Disney: The Bargain Awakens

| About: The Walt (DIS)

Summary

Seven percent subscriber loss is not as big a loss as experts make it out to be.

WatchESPN app is key to offsetting lost revenue from cable subscribers.

The rest of the Walt Disney Company is doing better then ever, but is overshadowed.

Disney (NYSE:DIS) has long been a company that wanted I to own, but at the right price. I thought it would take years and perhaps another recession for me to get that opportunity, but as I write this article I feel strongly that the time may have come.

Just as JJ Abrams was able to revive the long dormant Star Wars fever, buying interest in DIS will awaken at the stock's current valuation.

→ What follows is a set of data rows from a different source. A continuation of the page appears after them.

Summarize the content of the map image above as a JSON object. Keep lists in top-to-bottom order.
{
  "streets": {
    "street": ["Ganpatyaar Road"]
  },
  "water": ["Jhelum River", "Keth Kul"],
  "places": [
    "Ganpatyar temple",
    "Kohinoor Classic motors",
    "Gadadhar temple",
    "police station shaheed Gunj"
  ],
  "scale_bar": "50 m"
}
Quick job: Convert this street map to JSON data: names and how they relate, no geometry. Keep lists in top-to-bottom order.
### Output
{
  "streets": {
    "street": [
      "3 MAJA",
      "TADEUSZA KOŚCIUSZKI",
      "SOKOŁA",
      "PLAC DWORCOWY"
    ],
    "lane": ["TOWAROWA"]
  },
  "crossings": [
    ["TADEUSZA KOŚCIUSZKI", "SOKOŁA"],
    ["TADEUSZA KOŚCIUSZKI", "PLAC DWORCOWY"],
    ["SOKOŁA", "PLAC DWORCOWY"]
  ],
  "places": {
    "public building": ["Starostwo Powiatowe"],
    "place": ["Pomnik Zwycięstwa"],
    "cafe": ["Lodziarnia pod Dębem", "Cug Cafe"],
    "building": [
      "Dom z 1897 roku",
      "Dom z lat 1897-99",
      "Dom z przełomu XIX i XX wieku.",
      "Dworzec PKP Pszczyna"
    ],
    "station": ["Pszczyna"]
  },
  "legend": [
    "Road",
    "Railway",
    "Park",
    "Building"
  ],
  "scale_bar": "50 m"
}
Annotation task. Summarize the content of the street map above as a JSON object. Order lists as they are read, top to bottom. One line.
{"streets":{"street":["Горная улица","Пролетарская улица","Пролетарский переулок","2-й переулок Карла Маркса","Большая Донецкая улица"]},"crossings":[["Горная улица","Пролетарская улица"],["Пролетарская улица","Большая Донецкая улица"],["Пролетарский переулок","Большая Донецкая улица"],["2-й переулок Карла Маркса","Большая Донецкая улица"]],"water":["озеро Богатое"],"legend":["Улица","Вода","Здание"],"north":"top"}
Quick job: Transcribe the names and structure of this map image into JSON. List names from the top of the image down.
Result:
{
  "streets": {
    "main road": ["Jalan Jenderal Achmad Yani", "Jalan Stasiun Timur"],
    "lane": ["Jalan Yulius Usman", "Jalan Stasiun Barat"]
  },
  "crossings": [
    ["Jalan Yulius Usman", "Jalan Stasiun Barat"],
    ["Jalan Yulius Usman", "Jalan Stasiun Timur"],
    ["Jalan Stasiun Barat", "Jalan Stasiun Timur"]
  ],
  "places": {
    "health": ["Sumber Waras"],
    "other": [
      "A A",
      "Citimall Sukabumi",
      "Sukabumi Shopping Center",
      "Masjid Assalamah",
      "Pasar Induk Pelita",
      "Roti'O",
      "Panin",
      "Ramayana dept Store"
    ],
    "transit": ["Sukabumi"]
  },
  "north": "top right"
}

The big concern, of course, is ESPN. Let's dive into the numbers and see how bad the decline in subscribers really is and look at what the cold numbers tell us.

Has ESPN lost over half of its subscribers as young and old folks flee their television sets for Netflix (NASDAQ:NFLX) and Amazon (NASDAQ:AMZN)? Or is this a temporary downward movement in subscribers as ESPN must re-position itself to deliver sports content on new platforms and in new ways?

We shall find out.

Can You Smell The Fear?

ESPN has been the sickly elephant in the room for Disney as its subscriber count has fallen almost 7% in the past two years from 99 million to 92 million.

Why is this so important? Isn't Disney a diverse company with their movie studios, theme parks, merchandising and other revenue streams?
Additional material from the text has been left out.